WiMAX equipment

Sunday, September 30, 2007

Rural providers in Kentucky, Idaho look to WiMAX

By Kelly Hill

While large service providers look to WiMAX technology to push the envelope on advanced services, small, rural operators are turning to WiMAX to provide basic broadband service to people who have not had access to it.

Interest is strong, but actual deployments are few at this point. Sprint Nextel Corp. and Clearwire Corp. have emphasized mobile WiMAX, but the rural companies, often wireless Internet service providers, are considering fixed and nomadic WiMAX or pre-WiMAX technology.

Kentucky home

Wireless isn’t new to the rural landscape, and provides an opportunity for service that extends beyond the expensive deployment of DSL or other landline services. In Kentucky, the state is relying on small WISPs to help it push its broadband coverage near 100% as part of an ambitious, multi-year project that is being watched closely by other states. With little interest or economic incentive to put expensive wired infrastructure in place to reach small towns in Kentucky’s mountain valleys, wireless is bridging the gap, according to Joe Mefford, statewide broadband director for the ConnectKentucky initiative. Kentucky has about 95% broadband availability today, Mefford said, and those last few areas of coverage are the hardest to reach.

“When you get to 90-plus percent coverage, all of the cable and telcos kind of lose interest because there are not enough houses in those remaining areas for them to get the kind of [return on investment] that their investors demand,” Mefford said. “We’re working with a lot of those wireless ISPs right now to get that last 5%, because they’re the only ones that can make the model work.
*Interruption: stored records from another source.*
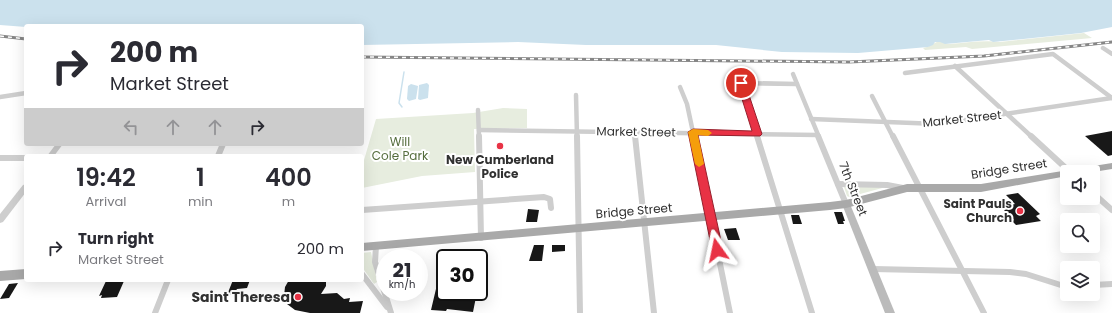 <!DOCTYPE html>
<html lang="en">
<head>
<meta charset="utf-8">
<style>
  :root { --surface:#fff; --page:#f2f2f3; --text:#2b2b33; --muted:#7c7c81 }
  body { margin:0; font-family:Poppins,sans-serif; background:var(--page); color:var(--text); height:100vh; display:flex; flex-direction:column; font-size:15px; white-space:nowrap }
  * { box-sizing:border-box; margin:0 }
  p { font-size:13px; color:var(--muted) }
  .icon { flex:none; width:22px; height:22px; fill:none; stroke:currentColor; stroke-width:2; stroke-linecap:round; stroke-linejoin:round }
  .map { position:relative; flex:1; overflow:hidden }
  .panel { position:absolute; left:24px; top:154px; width:340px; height:128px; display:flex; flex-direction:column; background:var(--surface); border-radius:4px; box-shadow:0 4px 16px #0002 }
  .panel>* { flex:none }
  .guide { position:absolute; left:24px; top:24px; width:340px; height:122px; border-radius:4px; box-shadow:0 4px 16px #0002; background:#fff; color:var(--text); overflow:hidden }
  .buttons { position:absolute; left:1060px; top:165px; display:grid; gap:8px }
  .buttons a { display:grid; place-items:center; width:40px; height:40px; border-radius:4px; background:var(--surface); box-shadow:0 4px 16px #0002; font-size:20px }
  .speed { position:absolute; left:376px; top:249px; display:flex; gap:8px; font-size:20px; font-weight:700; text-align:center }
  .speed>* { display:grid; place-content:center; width:52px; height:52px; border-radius:50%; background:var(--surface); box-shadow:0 4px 16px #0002; line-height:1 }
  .speed small { font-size:10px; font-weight:400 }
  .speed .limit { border:2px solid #111; border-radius:6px; background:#fff; color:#111 }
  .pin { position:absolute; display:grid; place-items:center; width:34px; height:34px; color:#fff; margin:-17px; border:2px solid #fff; border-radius:50%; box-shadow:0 1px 4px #0007 }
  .me { position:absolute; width:44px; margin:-22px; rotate:348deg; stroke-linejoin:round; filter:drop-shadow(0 0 3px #0008) }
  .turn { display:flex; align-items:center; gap:14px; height:84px; padding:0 20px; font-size:18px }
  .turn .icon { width:52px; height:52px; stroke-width:2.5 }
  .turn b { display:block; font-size:28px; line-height:34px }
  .lanes { display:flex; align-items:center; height:38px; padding:0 20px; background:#0003; justify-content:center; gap:20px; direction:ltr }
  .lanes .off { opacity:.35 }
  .eta { display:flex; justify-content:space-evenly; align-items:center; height:68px; text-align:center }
  .eta b { font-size:24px; font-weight:600; line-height:28px }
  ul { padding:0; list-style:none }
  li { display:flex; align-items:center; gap:12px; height:52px; padding:0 20px }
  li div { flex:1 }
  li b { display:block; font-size:15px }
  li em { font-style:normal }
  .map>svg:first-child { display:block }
</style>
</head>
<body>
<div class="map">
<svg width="1112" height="313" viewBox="0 0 1112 313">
  <rect width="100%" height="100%" fill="#fff"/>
  <!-- green -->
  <g fill="#e7eddf">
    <path d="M1084 33 1092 38 972 49 966 47 925 50 923 48C929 47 932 44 937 42 942 41 945 44 949 44 966 43 983 40 1000 42Z"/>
    <path d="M503 108 527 109V128L474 129 475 172 422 176 362 188V167L376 119 473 113Z"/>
    <path d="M844 187H886L849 197 847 196Z"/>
    <path d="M371 252 377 282 374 284 362 267V253Z"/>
  </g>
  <!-- water -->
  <g fill="#cbe1ed">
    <path d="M0 0H1112V27L1081 33 993 42 989 40 945 44 940 42H935L933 45 928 47 858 53 782 52 716 45H586L518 42 362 45V26H26V27L0 25Z"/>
    <path d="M427 83 429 85 428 98 420 100 418 99 419 85Z"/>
    <path d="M411 84 418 86 416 99 409 101 407 99 408 86Z"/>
  </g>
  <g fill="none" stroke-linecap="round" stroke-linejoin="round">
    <!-- stream -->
    <path stroke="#cbe1ed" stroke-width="1.5" d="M402 107 399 103 404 72"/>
  </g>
  <!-- building -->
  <g fill="#181818">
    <path d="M1112 131V155L1108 156 1085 136Z"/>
    <path d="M1018 193 1040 214 1036 216 1041 221 1016 225 1012 221 1014 220 1001 207 1015 204 1006 195Z"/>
    <path d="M528 209 539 210 537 222H526Z"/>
    <path d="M834 212H842L845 221H843L844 224H838Z"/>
    <path d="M791 215H799L802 224H793Z"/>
    <path d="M736 228 740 240H728L724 229Z"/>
    <path d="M534 245H544L542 261H529Z"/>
    <path d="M552 245H565V251L552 252Z"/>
    <path d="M440 272H445V292H477L473 312 447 309 446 311 431 310Z"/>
    <path d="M113 280 124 281 117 297 101 298 102 295 99 296 106 281Z"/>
    <path d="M233 280H250L247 288 237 289 234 294 227 295Z"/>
    <path d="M289 280H326V286L321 294 337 293 344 299 350 298 349 302 363 301 360 313H310L295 310 287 304 284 296 285 287Z"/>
    <path d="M18 283 9 298 0 299 9 284Z"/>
  </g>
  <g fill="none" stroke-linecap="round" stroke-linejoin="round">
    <!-- minor-far1 -->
    <g stroke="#cecece" stroke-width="4.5">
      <path d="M1103 48 1112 54"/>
      <path d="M955 66 1032 137"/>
      <path d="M905 73 1053 54 1112 98"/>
      <path d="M793 74 819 137"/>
      <path d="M680 87 687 104 694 137"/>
      <path d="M576 95 577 137"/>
      <path d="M872 96 893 137"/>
      <path d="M0 97 26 93"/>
      <path d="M478 110 479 137"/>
      <path d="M811 119 938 124 1112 98"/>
      <path d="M479 130 818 135"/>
      <path d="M635 132 636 137"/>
      <path d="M758 137 741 83 797 84"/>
    </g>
    <!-- minor -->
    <g stroke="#cecece" stroke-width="6">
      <path d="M479 136 481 238"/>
      <path d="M577 136 580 313"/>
      <path d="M635 136 654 313"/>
      <path d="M694 136 730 313"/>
      <path d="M757 136 812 313"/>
      <path d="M818 136 846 204"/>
      <path d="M893 136 984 313"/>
      <path d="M1031 136 1070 172"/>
      <path d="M218 156 223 144"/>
      <path d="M0 158H26"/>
      <path d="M838 184 887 185 903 188"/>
      <path d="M1093 193 1112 210"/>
      <path d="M362 210 544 197 550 199 551 208"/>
      <path d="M376 246 375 262 391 313"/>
      <path d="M873 269 1010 272 1026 274 1067 287"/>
      <path d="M362 274 387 307"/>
      <path d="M1093 285 1112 284"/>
      <path d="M155 313 168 280"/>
    </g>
    <!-- tertiary -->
    <g fill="#cecece" fill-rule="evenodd">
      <path d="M56 144H63L54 156H47Z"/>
      <path d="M26 184V192L3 222 0 223V214L23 185Z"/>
    </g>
    <!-- secondary -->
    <path fill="#bbb" fill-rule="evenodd" d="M846 201 849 202 850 204 895 313H885L842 204 843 202Z"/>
    <!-- primary -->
    <g fill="#a9a9a9" fill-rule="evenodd">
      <path d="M1112 163V169L1093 172H1067V176L981 192H907L846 208 830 210 362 251V243L830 202 846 200 907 184H981Z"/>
      <path d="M26 269V279L0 281V271Z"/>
    </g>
    <defs>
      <g id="rail">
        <path d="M0 36 26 39"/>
        <path d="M362 57 849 62 984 56 1112 42"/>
      </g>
    </defs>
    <!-- rail casing -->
    <use href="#rail" stroke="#868686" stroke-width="3"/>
    <!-- rail -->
    <use href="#rail" stroke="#fff" stroke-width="1.5" stroke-dasharray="4" stroke-linecap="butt"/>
  </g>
  <!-- route -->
  <path fill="#e83245" stroke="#97202d" d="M738 81H741L745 83 762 134 760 136 698 135 723 250 721 253 717 255 714 253 712 250 688 132 693 129 752 131 737 83Z"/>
  <!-- slow -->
  <path fill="#f59e0b" d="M693 129 708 130 712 133 708 136 698 135 704 164 699 167 695 164 688 132Z"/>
  <!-- markers -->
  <g fill="#e83245" stroke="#fff" stroke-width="1.5">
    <circle cx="500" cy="146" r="4"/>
    <circle cx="1020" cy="211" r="4"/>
    <circle cx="298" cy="297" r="4"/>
  </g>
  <g text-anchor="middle" stroke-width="4" stroke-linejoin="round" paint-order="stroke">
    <!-- street labels -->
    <g font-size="12" fill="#313131" stroke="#fff">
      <text transform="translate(962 119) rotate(-6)" y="4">Market Street</text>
      <text transform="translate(636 132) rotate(1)" y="4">Market Street</text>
      <text transform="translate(1009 169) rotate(-9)" y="4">Bridge Street</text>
      <text transform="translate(853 189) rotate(68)" y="4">7th Street</text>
      <text transform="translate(634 211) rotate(-5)" y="4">Bridge Street</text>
    </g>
    <!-- park labels -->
    <g font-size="12" fill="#556d3d" stroke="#fff">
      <text x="400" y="146">Will<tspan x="400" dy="14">Cole Park</tspan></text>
    </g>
    <!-- poi labels -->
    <g font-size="12" font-weight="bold" fill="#313131" stroke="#fff">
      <text x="500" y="164">New Cumberland<tspan x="500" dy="14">Police</tspan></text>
      <text x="1012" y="208" text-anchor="end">Saint Pauls<tspan x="1012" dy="14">Church</tspan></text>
    </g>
    <!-- near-poi labels -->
    <g font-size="14" font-weight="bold" fill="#313131" stroke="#fff" text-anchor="end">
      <text x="290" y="302">Saint Theresa</text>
    </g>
  </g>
</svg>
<div class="buttons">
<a><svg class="icon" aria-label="sound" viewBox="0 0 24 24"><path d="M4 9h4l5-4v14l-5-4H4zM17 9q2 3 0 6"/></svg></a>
<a><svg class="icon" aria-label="search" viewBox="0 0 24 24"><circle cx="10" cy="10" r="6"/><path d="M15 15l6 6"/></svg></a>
<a><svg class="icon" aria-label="layers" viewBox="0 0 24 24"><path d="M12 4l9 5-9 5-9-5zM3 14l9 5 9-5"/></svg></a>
</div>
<div class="speed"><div>21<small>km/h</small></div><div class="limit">30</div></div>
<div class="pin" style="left:741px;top:83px;background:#d93025"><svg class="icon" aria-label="arrive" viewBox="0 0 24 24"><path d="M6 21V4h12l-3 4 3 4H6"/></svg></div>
<svg class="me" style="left:717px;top:250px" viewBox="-20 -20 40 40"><path d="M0-17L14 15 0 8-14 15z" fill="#e83245" stroke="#fff" stroke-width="4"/></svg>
<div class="guide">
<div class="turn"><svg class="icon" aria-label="right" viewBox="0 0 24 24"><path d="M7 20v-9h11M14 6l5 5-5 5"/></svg><div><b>200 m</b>Market Street</div></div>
<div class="lanes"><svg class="icon off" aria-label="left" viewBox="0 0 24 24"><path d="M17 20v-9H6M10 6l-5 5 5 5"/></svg><svg class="icon off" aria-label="ahead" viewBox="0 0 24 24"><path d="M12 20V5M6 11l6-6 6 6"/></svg><svg class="icon off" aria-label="ahead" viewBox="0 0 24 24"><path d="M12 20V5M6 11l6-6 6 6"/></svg><svg class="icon" aria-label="right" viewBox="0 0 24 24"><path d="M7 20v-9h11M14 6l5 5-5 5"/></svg></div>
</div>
<section class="panel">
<div class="eta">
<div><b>19:42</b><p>Arrival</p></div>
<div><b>1</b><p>min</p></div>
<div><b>400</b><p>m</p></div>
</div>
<ul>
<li><svg class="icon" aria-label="right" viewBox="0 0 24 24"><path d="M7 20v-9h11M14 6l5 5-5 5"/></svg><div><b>Turn right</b><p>Market Street</p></div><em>200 m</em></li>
</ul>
</section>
</div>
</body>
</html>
So wireless is very significant in our final buildout.”

Mefford added that the state started another not-for-profit, ConnectedNation, to help share its experiences in achieving broadband coverage; he said that Kentucky is in discussions with about 20 other states that are interested in similar initiatives.

Idaho and elsewhere

Alvarion Ltd. provided the equipment for one of the few rural WiMAX deployments in the U.S., by DigitalBridge Communications. The Virginia-based, venture-capital–backed DBC launched a small WiMAX network in the tiny town of Rexburg, Idaho, covering about 7,000 homes using fixed/nomadic WiMAX. DBC acquired two small wireless Internet and cable service providers in Wyoming and Idaho, and plans to expand into markets in the Midwest and South.

Patrick Leary, assistant vice president of market development for Alvarion, acknowledged that one of the reasons that rural U.S. markets lag in WiMAX compared to the rest of the world is due to the fact that much of the 2.5 GHz and 2.3 GHz WiMAX spectrum is tied up within a handful of large companies. But, he added, a bigger factor is that the WiMAX ecosystem is still young, and few companies have received federal approval to sell WiMAX equipment for commercial use.